MD5 hash: DC4200AC514006F084EAD7F83B84C928
Virus Total Link: https://www.virustotal.com/gui/file/a850de0705c0f6095910aa1d5ed0e73a49581aa7427fcfaf2ff5144e93b047c1/community
Intro:
Hi all! Today, I will be analyzing a .NET malware sample. To analyze this sample we can use a .NET debugger and assembly editor called DNSSPY. We will be trying to find the capabilities of the malware and additional information we can glaze from it such as IOC’s and dropped files.
You can find it here: https://github.com/dnSpy/dnSpy or install FLAREVM https://github.com/mandiant/flare-vm, for your local virtual machine.
Analysis Pt 1:
First lets do some basic dynamic analysis on the malware by running it. We can monitor its execution via tools such as ProcMon and Process Hacker.
In ProcMon - Filter the process name of the malware to monitor what the malware does when it is executed. Make sure you are not connected to the internet when running the malware.

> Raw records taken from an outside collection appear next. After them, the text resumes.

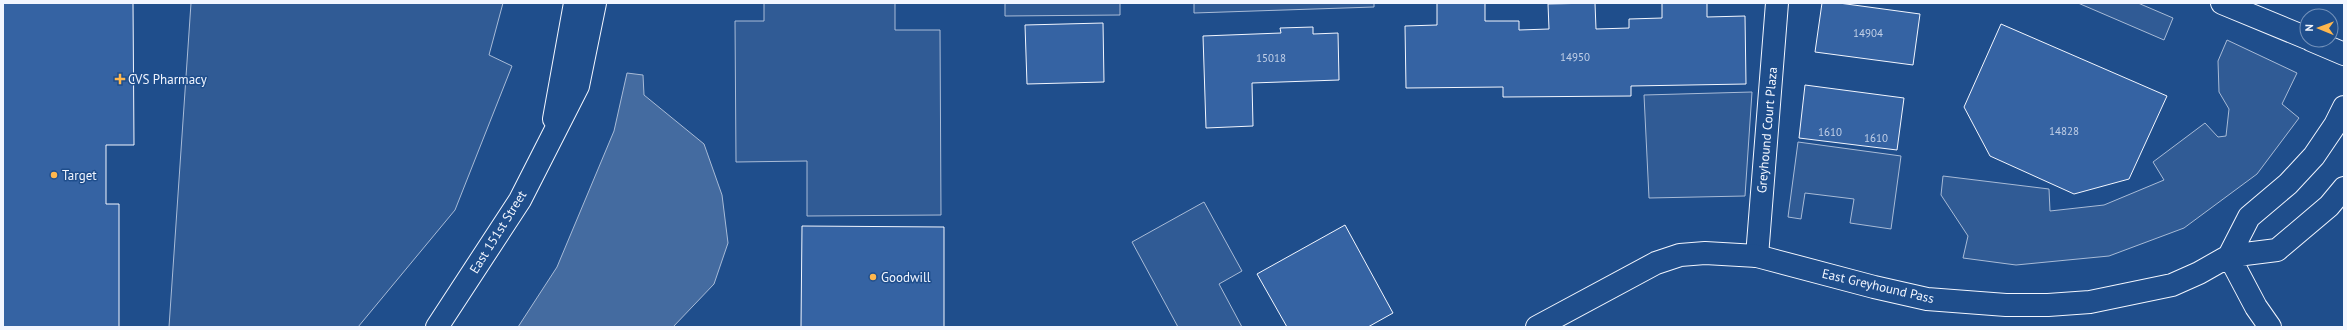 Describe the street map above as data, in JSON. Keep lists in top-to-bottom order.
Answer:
{
  "streets": {
    "street": ["Greyhound Court Plaza", "East 151st Street", "East Greyhound Pass"]
  },
  "crossings": [
    ["Greyhound Court Plaza", "East Greyhound Pass"]
  ],
  "places": {
    "health": ["CVS Pharmacy"],
    "other": ["Target", "Goodwill"]
  },
  "house_numbers": [
    "14904",
    "14950",
    "15018",
    "14828",
    "1610",
    "1610"
  ],
  "north": "left"
} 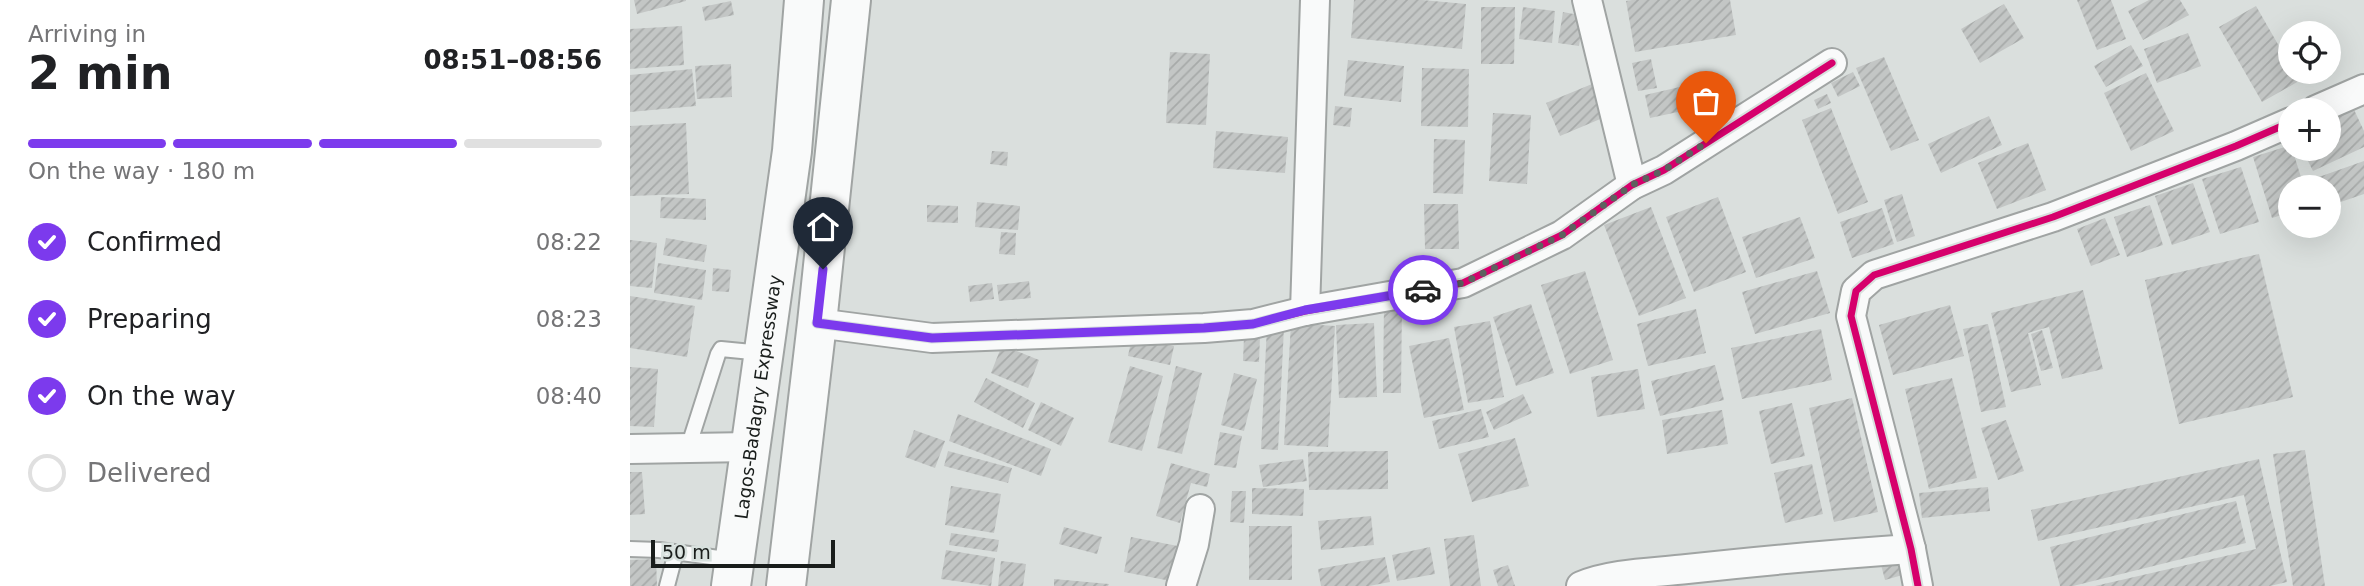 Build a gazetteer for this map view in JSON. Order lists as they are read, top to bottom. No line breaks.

Some interesting findings:
1. It doesn't seem to create any new processes when looking at Process Hacker2. It tries to open and query registry keys such as: HKLM\SOFTWARE\Microsoft\Windows\CurrentVersion\App Paths\seamonkey.exe, HKCU\Software\Google\Google Desktop\Mailboxes, HKCU\Software\Microsoft\Office\Outlook\OMI, HKCU\Software\DownloadManager\Passwords to name a few.We can hence derive that the malware may try to find passwords and other credentials on the system for multiple software and browsers such as chrome, paltalk, MSNMessenger, Yahoo, Mozilla Thunderbird and others.3. Tries to load and query multiple DLL's such as kernel32.dll, advapi32.dll for registry editing, wininet.dll for HTTP functionality and much more4. It may store information on passwords and other collected credentials in two files created in C:\ProgramData called 'Browsers.txt' and 'Mails.txt'
Analysis Pt 2:
Let’s try to analyze further statically via DNSSPY!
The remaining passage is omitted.